Comps are a normal part of restaurant operations. But when comp patterns deviate from location norms, there's often fraud hiding in the numbers.
Every restaurant comps meals. A guest complaint, a VIP visit, a kitchen mistake — these are legitimate business expenses. The problem isn't comps. It's the pattern.
When one server runs comp rates 3-4x the location average, that's not bad luck with guest complaints. When comps spike on specific shifts with specific managers, that's not random variance. And when comp totals at one location run 2x the chain average without corresponding guest complaints, the money is leaving the business.
One server comps $400/week while the location average is $100/week. Either they're getting all the complaints or they're feeding friends and family.
Comps spike during closing shifts when oversight is lowest. The food leaves the kitchen, the comp is applied after the manager leaves, and the POS record looks clean.
An item is comped for quality, then the same item is refired. The guest gets the refire. Who got the comped item? If there's no waste recorded, someone ate it.
Manager comps that bypass the approval workflow. Not all are fraud — but the pattern matters. A manager who self-approves $800/month in comps deserves scrutiny.

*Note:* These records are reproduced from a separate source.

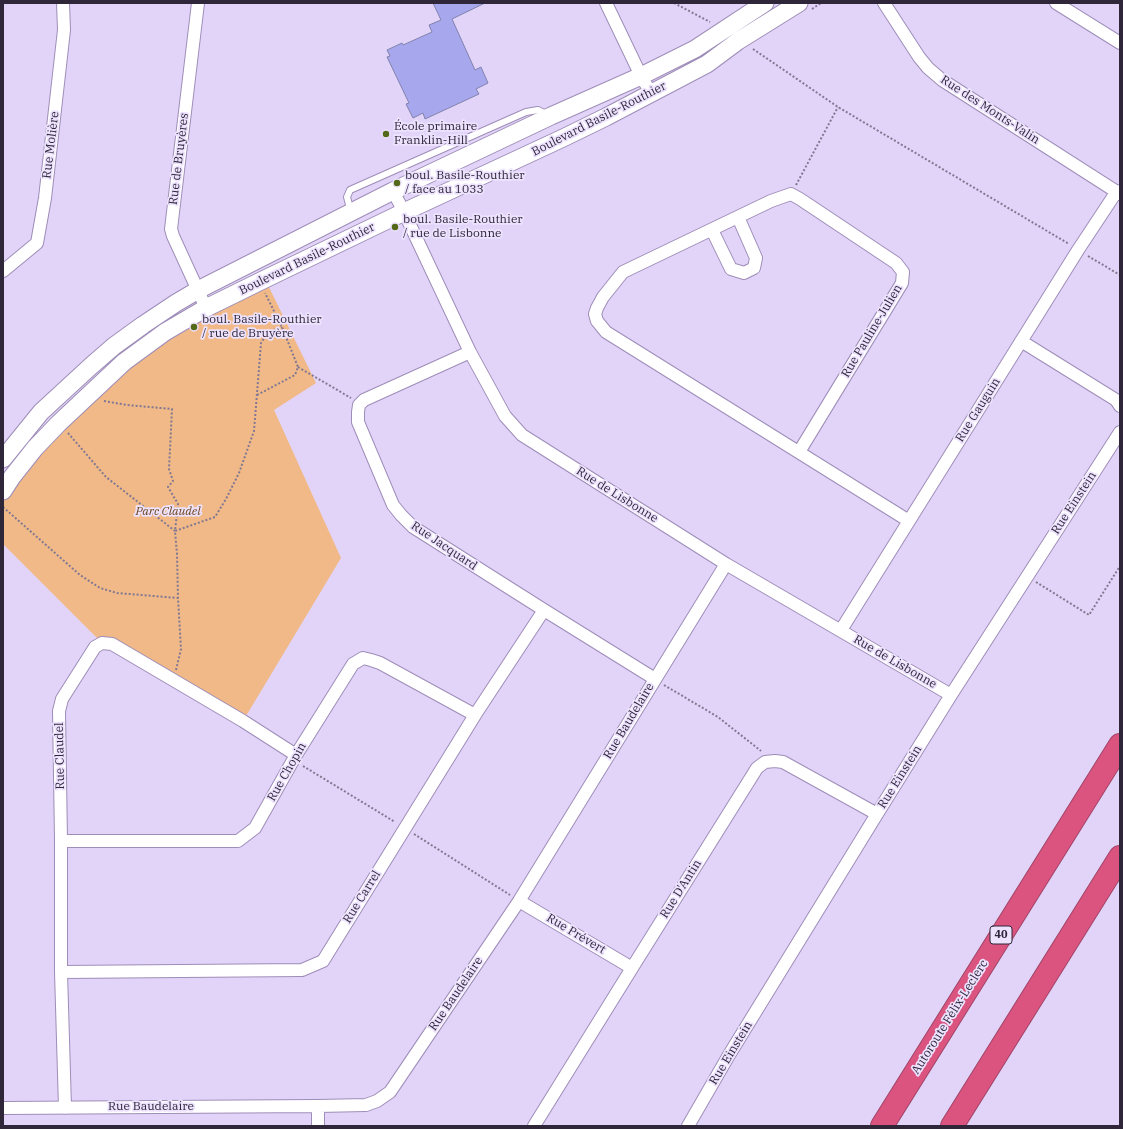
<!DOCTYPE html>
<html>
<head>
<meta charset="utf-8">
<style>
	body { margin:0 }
	#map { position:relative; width:1123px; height:1129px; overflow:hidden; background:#e2d4f8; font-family:"IBM Plex Serif",serif }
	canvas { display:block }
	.frame { position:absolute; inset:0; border:4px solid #2f2739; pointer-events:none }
</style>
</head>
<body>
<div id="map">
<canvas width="1123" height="1129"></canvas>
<div class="frame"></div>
</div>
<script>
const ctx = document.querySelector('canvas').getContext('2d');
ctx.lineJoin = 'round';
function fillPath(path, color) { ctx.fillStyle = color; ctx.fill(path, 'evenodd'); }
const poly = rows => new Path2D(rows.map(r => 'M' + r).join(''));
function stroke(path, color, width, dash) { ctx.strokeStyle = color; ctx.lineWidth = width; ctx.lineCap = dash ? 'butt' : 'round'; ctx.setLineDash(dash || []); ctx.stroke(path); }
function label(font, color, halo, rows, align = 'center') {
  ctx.font = font + ' "IBM Plex Serif",serif'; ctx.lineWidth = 3.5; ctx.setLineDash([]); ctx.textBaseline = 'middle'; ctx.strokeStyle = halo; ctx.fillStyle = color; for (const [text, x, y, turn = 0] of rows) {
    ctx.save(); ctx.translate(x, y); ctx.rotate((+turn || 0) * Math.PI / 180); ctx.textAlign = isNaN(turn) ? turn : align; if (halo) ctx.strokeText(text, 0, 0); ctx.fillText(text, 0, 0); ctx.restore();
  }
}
fillPath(poly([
	[265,279,316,383,274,410,341,558,243,721,102,643,3,544,3,491,124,362]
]), '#f1b987');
const building = poly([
	[433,3,485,3,452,19,475,70,481,67,488,83,476,89,479,94,425,119,423,113,413,118,406,104,409,103,387,57,390,56,387,50,402,43,403,45,432,32,429,25,441,20,433,3]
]);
fillPath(building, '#a7a7ed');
stroke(building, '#8182ad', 1);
const lane = poly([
	[351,212,347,197,350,190,526,112,538,110,548,115]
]);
const street = poly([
	[198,3,171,229,173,236,206,308],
	[606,3,641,76,651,93],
	[884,3,919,57,928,68,942,80,1120,194],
	[1056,3,1120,43],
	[393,191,404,212,470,352,505,416,522,435,726,564,951,695],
	[712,230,731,269,744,273,754,268,756,258,738,217],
	[3,271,37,243,45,198,64,30,63,3],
	[1021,341,1116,400,1120,406],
	[470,352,364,400,359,405,358,412,358,422,393,505,401,515,413,527,544,610,655,679],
	[799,452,902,283,903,272,896,263,800,199,791,194,771,201,623,272,603,297,597,308,595,314,597,321,606,332,909,521],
	[841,630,1078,250,1117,191],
	[61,841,238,841,255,828,296,755,353,664,363,658,371,660,380,663,475,715],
	[519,901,632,968],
	[61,972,302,970,323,961,475,715,544,610],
	[3,1108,318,1106,366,1105,377,1101,390,1092,519,901,726,564],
	[65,1108,61,972,61,841,59,711,62,699,95,647,102,643,112,644,243,721,296,755],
	[318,1126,318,1106],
	[534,1126,632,968,757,768,765,762,775,761,783,762,877,814],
	[688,1126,729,1055,877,814,951,695,1120,432]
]);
const secondary = poly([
	[3,459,41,412,91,366,114,346,143,325,176,303,198,290,393,191,551,116,641,76,695,49,765,3],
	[3,491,12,477,35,448,59,423,124,362,165,332,206,308,265,279,404,212,563,138,606,117,707,64,738,41,799,3]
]);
const highway = poly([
	[882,1126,1120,745],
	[952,1126,1120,857]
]);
stroke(lane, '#9e8db8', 8);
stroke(street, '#9e8db8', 14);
stroke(secondary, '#9e8db8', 19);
stroke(highway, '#9f4467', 24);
stroke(poly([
	[674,3,710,22],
	[812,9,821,3],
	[753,49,838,107,1069,244],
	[796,185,838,107],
	[1088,256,1120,275],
	[298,367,351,398],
	[257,395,295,375,298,367,282,327,265,293],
	[104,401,127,405,172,409,169,469,173,481,168,487,178,504,175,531],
	[68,433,106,477,175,531],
	[3,507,80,575,100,588,117,593,178,598],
	[1036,582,1089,615,1120,566],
	[176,670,181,649,178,598,177,554,175,531,215,517,226,499,239,473,254,431,261,343,268,332,282,327],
	[664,685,718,717,761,751],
	[303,766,395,822],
	[414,834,510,895]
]), '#827892', 2, [2, 2]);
stroke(lane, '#fff', 6);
stroke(street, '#fff', 12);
stroke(secondary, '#fff', 17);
stroke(highway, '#db5480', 22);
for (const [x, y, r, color] of [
	[386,134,4,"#556a18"],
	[397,183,4,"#556a18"],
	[395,227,4,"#556a18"],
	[194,327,4,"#556a18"]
]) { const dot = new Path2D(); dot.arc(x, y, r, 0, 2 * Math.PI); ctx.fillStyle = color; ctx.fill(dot); stroke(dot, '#ede3ff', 1.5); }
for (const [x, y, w] of [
	[1001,935,22]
]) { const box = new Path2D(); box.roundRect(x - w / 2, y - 9, w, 18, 3); ctx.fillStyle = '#ede3ff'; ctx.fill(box); stroke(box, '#2f2739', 1); }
label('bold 11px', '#2f2739', null, [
	["40",1001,935]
]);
label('12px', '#2f2739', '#ede3ff', [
	["Rue des Monts-Valin",990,110,33],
	["Boulevard Basile-Routhier",599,119,-27],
	["Rue Molière",51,145,-83],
	["Rue de Bruyères",179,159,-83],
	["Boulevard Basile-Routhier",307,259,-26],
	["Rue Pauline-Julien",872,331,-59],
	["Rue Gauguin",978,410,-58],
	["Rue de Lisbonne",617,495,32],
	["Rue Einstein",1074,503,-57],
	["Rue Jacquard",444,546,34],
	["Rue de Lisbonne",895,662,30],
	["Rue Baudelaire",629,721,-59],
	["Rue Claudel",60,756,-91],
	["Rue Chopin",287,772,-60],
	["Rue Einstein",900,777,-58],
	["Rue D'Antin",681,889,-58],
	["Rue Carrel",362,897,-58],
	["Rue Prévert",576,934,31],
	["Rue Baudelaire",456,994,-56],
	["Autoroute Félix-Leclerc",950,1017,-58],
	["Rue Einstein",731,1053,-59],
	["Rue Baudelaire",151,1107]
]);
label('12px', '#2f2739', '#ede3ff', [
	["École primaire",394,127],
	["Franklin-Hill",394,141],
	["boul. Basile-Routhier",405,176],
	["/ face au 1033",405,190],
	["boul. Basile-Routhier",403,220],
	["/ rue de Lisbonne",403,234],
	["boul. Basile-Routhier",202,320],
	["/ rue de Bruyère",202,334]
], 'left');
label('italic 12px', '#6f471f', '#ede3ff', [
	["Parc Claudel",168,512]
]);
</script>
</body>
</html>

Comps applied 30-60 minutes after the check closes. Comps applied during low-traffic periods. Comps applied in batches. The timing often reveals the intent.
A single location running $500/month in excess comps is a nuisance. Across 50 locations, if even 20% have comp abuse issues, that's $60,000/year in recoverable cost — and the cultural cost of unchecked theft is even higher.
Marty analyzes comp patterns across every location, every shift, every server — and flags anomalies in the Morning Deposit with dollar amounts attached.
Not "comps are elevated." Instead: "Server 14 at Location 8 ran $380 in comps last week — 3.8x location average. 60% applied during closing shifts. No corresponding guest complaints logged."
That's the difference between a dashboard and a detection system.